Ceti produttivi contro il Pd?

Il punto

Pesaro, 24 maggio 2015 - Gian Mario Spacca viene dalla tradizione democristiana, che lui cerca di rivestire di ‘civismo’ in questo delicato passaggio polico. Tradizione fortemente forlaniana nelle Marche, capace negli ultimi anni di adattarsi alla convivenza con gli ex-nemici di eredità comunista. Se ha giocato d’azzardo lo scopriremo solo nella notte di lunedì 1 giugno. Se invece il suo essere sulla breccia da 25 anni sarà foriero di un successo elettorale personale, capace di rovesciare i pronostici della vigilia, dovremo tutti fargli grandi complimenti.
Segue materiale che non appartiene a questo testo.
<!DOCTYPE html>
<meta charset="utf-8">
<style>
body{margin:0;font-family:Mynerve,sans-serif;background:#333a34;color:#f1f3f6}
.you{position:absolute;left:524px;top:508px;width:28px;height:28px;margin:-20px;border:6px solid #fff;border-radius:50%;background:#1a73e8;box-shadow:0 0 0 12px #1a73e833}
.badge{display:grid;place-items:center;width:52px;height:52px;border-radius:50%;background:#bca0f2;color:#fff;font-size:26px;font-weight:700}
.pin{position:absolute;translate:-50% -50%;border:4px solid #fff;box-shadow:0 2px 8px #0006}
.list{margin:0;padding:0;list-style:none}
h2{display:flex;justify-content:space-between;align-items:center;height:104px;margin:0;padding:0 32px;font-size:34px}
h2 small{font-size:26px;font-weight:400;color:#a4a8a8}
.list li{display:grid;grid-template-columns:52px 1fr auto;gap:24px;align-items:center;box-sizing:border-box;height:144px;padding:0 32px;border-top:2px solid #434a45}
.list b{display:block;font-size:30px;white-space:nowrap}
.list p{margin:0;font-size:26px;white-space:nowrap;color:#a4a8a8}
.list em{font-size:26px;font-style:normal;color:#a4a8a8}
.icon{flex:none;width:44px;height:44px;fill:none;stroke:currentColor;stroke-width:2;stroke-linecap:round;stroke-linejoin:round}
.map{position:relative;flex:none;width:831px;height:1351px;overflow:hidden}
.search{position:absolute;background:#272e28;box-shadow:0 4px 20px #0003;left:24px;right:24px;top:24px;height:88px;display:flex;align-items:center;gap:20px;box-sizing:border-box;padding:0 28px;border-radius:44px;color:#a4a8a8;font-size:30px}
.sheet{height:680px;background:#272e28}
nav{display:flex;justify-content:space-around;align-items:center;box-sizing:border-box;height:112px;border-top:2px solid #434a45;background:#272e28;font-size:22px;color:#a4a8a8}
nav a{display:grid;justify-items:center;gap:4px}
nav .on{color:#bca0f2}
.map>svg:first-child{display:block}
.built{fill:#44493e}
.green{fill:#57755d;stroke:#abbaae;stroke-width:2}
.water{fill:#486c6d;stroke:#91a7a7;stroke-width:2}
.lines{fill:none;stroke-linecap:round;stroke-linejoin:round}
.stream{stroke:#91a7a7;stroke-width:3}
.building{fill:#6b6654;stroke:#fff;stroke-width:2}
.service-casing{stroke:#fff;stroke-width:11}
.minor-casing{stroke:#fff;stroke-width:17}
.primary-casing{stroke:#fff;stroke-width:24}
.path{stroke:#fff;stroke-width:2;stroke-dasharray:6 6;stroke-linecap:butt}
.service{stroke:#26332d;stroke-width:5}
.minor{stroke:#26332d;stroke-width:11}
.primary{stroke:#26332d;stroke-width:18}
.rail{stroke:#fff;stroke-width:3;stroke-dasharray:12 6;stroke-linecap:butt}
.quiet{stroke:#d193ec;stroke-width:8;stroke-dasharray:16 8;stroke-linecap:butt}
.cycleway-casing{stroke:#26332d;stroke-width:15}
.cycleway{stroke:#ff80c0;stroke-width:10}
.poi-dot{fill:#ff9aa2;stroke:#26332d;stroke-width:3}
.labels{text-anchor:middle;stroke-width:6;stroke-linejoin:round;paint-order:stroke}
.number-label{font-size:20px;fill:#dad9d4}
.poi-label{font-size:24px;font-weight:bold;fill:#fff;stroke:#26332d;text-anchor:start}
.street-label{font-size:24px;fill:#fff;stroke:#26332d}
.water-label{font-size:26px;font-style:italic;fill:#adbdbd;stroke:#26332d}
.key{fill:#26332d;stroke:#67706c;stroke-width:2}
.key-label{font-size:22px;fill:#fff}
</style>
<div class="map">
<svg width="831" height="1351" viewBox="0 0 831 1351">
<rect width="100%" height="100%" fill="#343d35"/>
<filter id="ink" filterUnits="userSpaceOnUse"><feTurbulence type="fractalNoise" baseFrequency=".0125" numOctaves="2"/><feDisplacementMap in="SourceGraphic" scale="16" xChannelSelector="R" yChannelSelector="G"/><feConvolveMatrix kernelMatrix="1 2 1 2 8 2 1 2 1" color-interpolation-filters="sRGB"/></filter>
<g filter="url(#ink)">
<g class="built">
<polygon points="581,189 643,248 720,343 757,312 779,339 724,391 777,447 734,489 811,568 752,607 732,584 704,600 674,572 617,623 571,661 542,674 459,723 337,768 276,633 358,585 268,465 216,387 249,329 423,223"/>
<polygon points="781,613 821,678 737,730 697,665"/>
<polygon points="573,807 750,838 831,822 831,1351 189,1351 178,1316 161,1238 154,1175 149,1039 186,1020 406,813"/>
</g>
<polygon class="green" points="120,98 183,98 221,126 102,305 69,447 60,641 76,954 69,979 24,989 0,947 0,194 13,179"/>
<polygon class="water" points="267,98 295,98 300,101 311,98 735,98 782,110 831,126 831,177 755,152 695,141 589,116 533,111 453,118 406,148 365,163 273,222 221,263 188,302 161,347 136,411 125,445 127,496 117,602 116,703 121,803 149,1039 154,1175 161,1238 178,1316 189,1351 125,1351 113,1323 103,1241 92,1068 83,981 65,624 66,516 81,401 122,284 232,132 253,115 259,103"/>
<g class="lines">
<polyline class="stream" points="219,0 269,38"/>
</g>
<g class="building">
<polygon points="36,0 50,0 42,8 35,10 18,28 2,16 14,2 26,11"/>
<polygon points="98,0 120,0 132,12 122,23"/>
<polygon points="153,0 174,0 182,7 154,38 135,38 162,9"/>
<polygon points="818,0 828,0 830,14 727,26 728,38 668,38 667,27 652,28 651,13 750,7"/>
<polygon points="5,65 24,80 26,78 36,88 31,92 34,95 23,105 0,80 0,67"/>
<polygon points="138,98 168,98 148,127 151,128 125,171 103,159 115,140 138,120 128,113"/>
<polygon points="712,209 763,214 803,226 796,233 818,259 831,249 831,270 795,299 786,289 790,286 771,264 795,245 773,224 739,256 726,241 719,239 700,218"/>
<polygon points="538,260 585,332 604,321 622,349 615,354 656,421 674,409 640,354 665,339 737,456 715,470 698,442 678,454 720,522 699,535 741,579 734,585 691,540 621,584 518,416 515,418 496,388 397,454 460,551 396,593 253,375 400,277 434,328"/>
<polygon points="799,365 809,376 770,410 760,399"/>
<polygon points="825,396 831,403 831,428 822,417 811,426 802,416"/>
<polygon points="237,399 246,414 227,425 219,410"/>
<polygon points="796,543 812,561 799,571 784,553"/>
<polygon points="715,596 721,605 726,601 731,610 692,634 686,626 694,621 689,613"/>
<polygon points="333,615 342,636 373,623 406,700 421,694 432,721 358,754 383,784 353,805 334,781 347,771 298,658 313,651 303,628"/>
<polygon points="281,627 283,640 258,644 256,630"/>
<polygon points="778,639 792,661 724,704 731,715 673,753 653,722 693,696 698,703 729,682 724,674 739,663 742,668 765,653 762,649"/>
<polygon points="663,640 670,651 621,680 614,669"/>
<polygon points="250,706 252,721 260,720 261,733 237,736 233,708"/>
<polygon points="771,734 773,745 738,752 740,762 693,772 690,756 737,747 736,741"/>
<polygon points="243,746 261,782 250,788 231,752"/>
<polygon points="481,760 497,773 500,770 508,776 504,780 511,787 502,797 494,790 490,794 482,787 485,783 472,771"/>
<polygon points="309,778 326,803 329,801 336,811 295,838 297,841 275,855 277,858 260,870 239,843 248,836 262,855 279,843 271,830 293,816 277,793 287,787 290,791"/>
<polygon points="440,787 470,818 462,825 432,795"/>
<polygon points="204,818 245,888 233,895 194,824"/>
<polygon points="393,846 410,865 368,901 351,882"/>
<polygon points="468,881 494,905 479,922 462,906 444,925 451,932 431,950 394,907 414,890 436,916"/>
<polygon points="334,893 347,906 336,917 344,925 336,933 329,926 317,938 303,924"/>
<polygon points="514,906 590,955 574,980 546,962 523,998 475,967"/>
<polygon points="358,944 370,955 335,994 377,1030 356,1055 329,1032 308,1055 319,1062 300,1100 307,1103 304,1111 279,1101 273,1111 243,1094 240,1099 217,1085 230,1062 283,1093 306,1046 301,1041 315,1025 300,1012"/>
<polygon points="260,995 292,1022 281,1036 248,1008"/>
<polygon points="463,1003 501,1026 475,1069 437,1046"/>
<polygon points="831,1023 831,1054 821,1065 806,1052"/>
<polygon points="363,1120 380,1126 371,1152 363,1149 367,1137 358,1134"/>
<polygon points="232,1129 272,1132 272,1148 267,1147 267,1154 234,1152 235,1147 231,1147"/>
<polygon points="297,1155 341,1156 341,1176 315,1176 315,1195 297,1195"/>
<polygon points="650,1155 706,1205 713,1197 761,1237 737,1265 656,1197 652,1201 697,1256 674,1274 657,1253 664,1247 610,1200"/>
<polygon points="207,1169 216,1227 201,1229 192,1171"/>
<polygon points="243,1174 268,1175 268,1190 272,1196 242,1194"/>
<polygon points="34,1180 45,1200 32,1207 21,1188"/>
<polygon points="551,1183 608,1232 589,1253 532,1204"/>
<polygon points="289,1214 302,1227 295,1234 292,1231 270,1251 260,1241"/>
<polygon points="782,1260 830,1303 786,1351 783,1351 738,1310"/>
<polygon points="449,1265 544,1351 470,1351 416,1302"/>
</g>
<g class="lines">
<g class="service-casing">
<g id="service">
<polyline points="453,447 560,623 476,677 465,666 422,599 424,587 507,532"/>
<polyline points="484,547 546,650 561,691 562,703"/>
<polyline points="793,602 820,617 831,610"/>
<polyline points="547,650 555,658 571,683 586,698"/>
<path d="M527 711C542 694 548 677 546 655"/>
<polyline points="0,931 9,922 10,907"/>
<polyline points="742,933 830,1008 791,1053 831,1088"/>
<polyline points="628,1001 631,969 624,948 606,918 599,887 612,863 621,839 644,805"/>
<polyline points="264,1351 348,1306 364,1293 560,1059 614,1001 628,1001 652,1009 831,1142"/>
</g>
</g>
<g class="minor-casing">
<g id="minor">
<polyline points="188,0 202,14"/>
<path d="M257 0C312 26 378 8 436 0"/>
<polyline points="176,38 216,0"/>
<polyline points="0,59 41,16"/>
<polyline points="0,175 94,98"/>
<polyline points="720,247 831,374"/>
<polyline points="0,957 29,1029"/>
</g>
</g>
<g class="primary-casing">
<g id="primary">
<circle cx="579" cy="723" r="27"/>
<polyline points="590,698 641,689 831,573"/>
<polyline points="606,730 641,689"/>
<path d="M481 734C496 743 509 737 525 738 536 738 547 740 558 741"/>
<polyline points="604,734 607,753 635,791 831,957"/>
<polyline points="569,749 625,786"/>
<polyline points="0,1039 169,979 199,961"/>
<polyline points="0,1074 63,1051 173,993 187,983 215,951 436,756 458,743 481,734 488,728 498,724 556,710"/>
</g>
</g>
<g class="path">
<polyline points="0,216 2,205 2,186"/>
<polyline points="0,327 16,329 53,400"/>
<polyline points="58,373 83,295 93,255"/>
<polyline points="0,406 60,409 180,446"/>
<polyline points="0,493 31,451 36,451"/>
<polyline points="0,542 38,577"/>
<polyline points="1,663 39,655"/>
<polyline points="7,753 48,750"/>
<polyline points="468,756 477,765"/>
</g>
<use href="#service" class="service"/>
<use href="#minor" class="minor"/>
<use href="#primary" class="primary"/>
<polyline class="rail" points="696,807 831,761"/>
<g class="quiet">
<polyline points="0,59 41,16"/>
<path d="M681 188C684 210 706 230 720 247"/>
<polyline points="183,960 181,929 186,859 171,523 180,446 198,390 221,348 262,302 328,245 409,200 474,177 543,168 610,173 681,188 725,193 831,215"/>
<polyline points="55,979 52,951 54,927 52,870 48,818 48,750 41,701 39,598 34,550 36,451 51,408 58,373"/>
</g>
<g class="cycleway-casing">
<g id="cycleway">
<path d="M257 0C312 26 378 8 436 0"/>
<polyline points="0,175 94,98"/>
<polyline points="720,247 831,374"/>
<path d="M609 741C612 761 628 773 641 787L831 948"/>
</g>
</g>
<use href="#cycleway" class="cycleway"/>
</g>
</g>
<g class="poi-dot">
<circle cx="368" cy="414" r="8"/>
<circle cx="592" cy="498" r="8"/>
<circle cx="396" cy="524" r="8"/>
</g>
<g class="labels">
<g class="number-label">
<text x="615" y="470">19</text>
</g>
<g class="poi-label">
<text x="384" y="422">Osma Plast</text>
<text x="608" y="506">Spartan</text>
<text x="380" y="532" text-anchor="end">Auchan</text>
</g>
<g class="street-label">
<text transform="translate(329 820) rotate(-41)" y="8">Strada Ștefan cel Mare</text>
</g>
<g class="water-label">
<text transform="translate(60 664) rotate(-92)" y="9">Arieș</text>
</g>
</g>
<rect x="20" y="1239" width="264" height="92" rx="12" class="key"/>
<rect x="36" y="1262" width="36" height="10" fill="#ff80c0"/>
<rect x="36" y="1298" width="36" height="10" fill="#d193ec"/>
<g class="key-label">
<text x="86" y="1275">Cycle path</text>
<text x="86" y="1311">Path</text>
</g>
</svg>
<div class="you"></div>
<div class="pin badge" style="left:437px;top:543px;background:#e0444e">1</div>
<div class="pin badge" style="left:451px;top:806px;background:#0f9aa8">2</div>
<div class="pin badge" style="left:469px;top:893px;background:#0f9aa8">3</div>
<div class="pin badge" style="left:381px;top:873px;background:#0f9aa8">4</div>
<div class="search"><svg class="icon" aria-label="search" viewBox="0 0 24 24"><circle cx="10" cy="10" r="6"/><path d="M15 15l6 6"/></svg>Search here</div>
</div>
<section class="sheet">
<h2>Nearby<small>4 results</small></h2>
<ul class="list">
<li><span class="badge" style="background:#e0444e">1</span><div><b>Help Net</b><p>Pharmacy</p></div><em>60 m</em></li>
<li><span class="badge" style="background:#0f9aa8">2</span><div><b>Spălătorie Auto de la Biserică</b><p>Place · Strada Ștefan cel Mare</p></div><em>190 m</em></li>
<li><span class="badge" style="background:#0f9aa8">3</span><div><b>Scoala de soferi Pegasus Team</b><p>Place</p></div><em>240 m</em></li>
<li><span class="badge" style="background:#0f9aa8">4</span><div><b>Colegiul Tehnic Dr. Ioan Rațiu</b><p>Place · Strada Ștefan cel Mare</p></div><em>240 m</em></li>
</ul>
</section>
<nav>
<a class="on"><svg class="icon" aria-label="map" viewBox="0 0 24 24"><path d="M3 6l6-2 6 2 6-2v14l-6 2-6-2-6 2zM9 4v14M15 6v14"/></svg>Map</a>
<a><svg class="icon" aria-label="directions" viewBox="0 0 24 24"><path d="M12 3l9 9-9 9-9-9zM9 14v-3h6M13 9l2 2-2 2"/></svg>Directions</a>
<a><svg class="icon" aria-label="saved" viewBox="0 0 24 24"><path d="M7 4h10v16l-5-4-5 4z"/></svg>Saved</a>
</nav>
Anche perché chi gioca d’azzardo e vince va comunque in qualche maniera ammirato.

Poteva uscire in tante altre maniere meno cruenti il governatore degli ultimi due lustri delle Marche. Senza le accuse di essere un voltagabbana e senza le ironie degli inviati dei grandi giornali che hanno scoperto il laboratorio Marche. Il ritorno del centro come novità politica in uno scenario non più bipolare. L’ex-democristiano che dà del quasi comunista a caccia di egemonia a Matteo Renzi. La capacità di mettere insieme i territori marcatamente democristiani contro quelli post-comuniti del pesarese. Tutto legittimo e anche comprensibile. Mentre lascia dei dubbi il suo presentarsi come unico rappresentate dei ceti produttivi con cui, non raggiungendo l’accordo con Marche 2020, il Pd avrebbe voluto rompere quella che Spacca chiama un’alleanza. «Un Pd tornato assistenzialista e ridistributore del reddito». Al contrario di Spacca e del suo ‘centro’ che sta con i produttori del reddito. Dando l’idea, probabilmente sbagliata, di essere più vicino ad un lobbysta che cura gli interessi di imprenditori piccoli e grandi che un politico che guarda alla società nel suo complesso.

Un’idea parziale, forse anche sbagliata. Ma questo insistere di continuo sulle necessità dei ceti produttivi, fino ad arrivare ad allearsi con Forza Italia in quanto rappresentante di una parte di quel mondo, dà un’impressione riduttiva di un’operazione che, politicamente, potrebbe avere un altro respiro. Soprattutto in un momento in cui i ceti produttivi appaiono in ritirata per tanti motivi. In prima fila proprio coloro con cui lo stesso Gian Mario Spacca ha diviso a lungo la rappresentanza politica. Evidentemente questo mondo, anche dopo diversi lustri di coabitazione, non si fida di un Pd a trazione pesarese, o meglio non si fida di chi da gregario vuole diventare capitano e magari dare le carte. Resta da capire quante sono le ‘divisioni’ dei ceti produttivi che scenderenno in battaglia. E se, davvero, Gian Mario Spacca da solo vale più di un partito di centro. Vedere per credere.